S3 lifecycle policies complete the picture. Moving objects from S3 Standard to S3 Standard-IA after 30 days saves roughly 46% on storage costs. Moving to S3 Glacier Instant Retrieval after 90 days saves another 68%. For a workload storing 10TB of infrequently accessed data, that’s the difference between $230/month and $40/month. The exam will ask you to design the right lifecycle policy for a given access pattern, build this project and you’ll answer from experience, not memorization.

What the exam will ask: Storage Gateway modes, S3 storage class trade-offs, lifecycle policy configuration, and IAM policy structure for cross-account S3 access.

Project 5: Containerized Microservices Application

What you build: Two services deployed on ECS with Fargate, task definitions with resource limits, ALB path-based routing to each service, and CloudWatch Container Insights for logging and metrics.

Why it matters: Containers are now a core SAA-C03 domain, and ECS with Fargate is the AWS-native answer to “I want containers without managing servers.” Building this project teaches you the ECS mental model, clusters, services, task definitions, and tasks, and how they map to the infrastructure underneath.

The ALB routing piece is where most candidates get confused.

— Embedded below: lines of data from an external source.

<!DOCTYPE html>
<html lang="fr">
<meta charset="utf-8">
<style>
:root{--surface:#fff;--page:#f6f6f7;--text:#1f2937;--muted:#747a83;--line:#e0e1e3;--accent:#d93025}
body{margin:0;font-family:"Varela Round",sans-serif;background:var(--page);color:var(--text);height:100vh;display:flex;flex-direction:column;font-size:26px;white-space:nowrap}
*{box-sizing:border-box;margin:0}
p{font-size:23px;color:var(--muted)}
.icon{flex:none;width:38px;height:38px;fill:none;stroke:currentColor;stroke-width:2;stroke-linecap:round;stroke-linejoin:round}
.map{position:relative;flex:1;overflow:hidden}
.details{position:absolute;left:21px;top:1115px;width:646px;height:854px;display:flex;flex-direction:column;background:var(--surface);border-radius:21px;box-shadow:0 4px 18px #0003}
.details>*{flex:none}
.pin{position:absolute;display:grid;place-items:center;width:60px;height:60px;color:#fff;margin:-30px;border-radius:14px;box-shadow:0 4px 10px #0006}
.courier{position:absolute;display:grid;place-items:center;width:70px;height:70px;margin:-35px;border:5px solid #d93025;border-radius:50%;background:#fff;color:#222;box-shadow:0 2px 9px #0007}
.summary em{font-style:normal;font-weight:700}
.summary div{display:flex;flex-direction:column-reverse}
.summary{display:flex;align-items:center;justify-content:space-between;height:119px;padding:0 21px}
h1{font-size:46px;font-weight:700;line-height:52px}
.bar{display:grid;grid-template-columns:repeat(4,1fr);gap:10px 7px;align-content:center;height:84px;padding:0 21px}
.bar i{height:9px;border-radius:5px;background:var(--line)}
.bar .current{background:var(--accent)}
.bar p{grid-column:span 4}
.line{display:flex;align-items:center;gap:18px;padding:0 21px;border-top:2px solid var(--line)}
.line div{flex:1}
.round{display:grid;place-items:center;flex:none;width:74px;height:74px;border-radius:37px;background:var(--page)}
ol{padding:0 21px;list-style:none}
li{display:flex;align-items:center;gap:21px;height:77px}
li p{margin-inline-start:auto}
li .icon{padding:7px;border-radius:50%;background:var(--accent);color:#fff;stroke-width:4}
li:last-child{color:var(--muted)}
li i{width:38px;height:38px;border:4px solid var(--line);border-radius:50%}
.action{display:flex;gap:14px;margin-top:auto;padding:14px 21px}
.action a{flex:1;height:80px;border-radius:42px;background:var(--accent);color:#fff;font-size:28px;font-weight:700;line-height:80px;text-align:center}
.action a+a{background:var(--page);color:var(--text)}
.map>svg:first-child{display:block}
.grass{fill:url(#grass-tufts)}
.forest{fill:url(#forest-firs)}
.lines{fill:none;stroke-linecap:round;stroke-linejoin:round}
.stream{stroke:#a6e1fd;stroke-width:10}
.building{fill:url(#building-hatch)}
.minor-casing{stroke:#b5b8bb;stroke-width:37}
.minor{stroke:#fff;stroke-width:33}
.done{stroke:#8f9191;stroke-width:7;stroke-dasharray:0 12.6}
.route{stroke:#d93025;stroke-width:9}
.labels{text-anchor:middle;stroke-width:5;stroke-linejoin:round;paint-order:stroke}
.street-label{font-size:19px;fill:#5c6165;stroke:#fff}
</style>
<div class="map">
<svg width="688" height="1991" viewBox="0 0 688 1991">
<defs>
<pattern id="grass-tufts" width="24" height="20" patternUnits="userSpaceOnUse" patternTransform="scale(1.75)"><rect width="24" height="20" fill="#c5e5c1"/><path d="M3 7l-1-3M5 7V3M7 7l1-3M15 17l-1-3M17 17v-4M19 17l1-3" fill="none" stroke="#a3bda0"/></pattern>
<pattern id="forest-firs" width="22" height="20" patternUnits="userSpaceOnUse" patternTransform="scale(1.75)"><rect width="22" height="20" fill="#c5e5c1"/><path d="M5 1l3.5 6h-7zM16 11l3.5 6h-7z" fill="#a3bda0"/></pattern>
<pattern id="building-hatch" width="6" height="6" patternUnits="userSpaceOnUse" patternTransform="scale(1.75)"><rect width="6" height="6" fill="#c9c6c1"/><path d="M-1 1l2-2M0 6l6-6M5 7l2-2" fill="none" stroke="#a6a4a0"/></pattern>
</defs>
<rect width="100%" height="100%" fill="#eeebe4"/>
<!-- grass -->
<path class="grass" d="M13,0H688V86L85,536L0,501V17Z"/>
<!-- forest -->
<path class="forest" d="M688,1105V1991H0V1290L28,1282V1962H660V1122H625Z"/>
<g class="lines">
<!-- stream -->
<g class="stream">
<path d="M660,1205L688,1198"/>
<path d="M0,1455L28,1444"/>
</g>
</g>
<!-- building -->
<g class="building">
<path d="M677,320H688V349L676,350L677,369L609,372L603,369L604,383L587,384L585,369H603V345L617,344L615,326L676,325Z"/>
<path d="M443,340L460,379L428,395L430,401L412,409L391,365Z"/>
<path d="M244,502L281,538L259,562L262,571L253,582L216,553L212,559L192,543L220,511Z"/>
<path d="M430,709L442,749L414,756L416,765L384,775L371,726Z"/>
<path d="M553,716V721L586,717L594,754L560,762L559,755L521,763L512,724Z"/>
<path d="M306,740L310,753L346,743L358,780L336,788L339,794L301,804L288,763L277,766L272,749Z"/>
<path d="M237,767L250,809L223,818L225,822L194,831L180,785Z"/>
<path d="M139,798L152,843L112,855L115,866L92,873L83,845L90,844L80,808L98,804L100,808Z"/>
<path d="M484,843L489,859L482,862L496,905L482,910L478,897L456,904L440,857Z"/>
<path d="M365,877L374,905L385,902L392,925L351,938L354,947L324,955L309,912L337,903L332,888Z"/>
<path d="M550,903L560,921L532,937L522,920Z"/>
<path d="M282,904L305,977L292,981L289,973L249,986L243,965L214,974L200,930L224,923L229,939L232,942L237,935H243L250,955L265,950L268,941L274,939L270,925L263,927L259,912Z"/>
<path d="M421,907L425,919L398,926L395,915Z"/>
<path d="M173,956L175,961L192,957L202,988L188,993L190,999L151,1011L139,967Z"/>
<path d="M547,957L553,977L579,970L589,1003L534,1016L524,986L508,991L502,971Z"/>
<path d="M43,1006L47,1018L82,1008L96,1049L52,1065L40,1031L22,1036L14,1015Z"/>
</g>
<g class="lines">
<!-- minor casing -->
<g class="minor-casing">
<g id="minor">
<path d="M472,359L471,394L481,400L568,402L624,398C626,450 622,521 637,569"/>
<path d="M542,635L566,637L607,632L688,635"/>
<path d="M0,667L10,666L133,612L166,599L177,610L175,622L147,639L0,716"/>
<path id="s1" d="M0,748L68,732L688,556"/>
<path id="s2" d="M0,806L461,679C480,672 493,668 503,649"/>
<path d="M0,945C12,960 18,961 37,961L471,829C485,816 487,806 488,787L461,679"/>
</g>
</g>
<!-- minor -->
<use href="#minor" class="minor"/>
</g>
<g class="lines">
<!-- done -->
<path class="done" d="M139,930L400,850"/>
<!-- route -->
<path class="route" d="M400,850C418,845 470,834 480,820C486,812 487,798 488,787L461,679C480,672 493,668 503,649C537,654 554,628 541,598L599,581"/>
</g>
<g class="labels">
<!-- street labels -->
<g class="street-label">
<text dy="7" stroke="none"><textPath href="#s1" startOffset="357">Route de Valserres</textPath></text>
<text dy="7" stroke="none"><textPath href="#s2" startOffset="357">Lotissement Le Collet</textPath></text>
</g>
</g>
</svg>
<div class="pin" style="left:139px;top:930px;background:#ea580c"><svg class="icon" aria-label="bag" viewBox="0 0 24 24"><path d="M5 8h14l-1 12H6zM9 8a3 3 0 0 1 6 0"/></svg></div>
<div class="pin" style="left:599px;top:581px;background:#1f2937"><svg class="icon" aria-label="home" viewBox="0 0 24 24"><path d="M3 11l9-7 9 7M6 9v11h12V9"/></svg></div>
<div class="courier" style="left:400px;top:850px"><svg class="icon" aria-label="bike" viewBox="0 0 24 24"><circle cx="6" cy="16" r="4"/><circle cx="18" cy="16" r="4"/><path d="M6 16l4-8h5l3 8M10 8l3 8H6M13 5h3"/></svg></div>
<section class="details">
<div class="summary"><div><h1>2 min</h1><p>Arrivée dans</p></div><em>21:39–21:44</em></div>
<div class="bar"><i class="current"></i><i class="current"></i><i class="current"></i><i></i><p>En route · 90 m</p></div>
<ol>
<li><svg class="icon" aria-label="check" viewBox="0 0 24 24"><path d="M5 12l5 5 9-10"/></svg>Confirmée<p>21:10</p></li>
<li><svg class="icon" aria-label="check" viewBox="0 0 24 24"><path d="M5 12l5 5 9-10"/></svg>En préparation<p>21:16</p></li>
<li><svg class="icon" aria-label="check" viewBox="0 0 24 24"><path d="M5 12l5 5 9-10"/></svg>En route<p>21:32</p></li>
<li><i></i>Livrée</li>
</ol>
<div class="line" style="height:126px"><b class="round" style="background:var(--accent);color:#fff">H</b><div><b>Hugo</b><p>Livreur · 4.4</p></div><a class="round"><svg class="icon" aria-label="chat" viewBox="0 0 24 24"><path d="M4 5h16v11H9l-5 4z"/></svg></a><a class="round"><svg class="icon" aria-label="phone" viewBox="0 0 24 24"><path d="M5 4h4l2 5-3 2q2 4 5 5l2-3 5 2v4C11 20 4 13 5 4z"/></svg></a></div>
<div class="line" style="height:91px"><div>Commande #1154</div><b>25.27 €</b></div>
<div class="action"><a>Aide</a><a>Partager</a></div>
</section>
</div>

Path-based routing lets you send /api/orders/* to your orders service and /api/inventory/* to your inventory service, both running as separate ECS services behind a single ALB. Each service has its own target group, its own task definition with CPU and memory limits, and its own auto-scaling policy based on CPU utilization or request count. When you build this, you understand why a task definition with 256 CPU units and 512MB memory will throttle under load before it scales, and how to set the right CloudWatch alarm threshold to trigger scaling before users notice.

CloudWatch Container Insights gives you container-level CPU, memory, network, and disk metrics without any instrumentation. You’ll see exactly which task is consuming resources and correlate it with application logs in the same console. That operational visibility is what separates a working prototype from a production-ready deployment.

What the exam will ask: ECS vs. EKS selection criteria, Fargate vs. EC2 launch type trade-offs, ALB target group configuration, and CloudWatch metrics for container workloads.

Conclusion

Watching videos teaches you what AWS services do. Building projects teaches you what they cost, where they fail, and why you’d choose one over another. Every question on the SAA-C03 is ultimately asking: given these constraints, what’s the right architecture decision?

These five projects give you the intuition to answer that question, not just on the exam, but in the room when a customer asks why their database is the bottleneck, why their DR plan won’t meet their RTO, or why their serverless pipeline is costing more than expected.

Build the projects. Pass the exam. Show up to the interview ready to talk about real systems.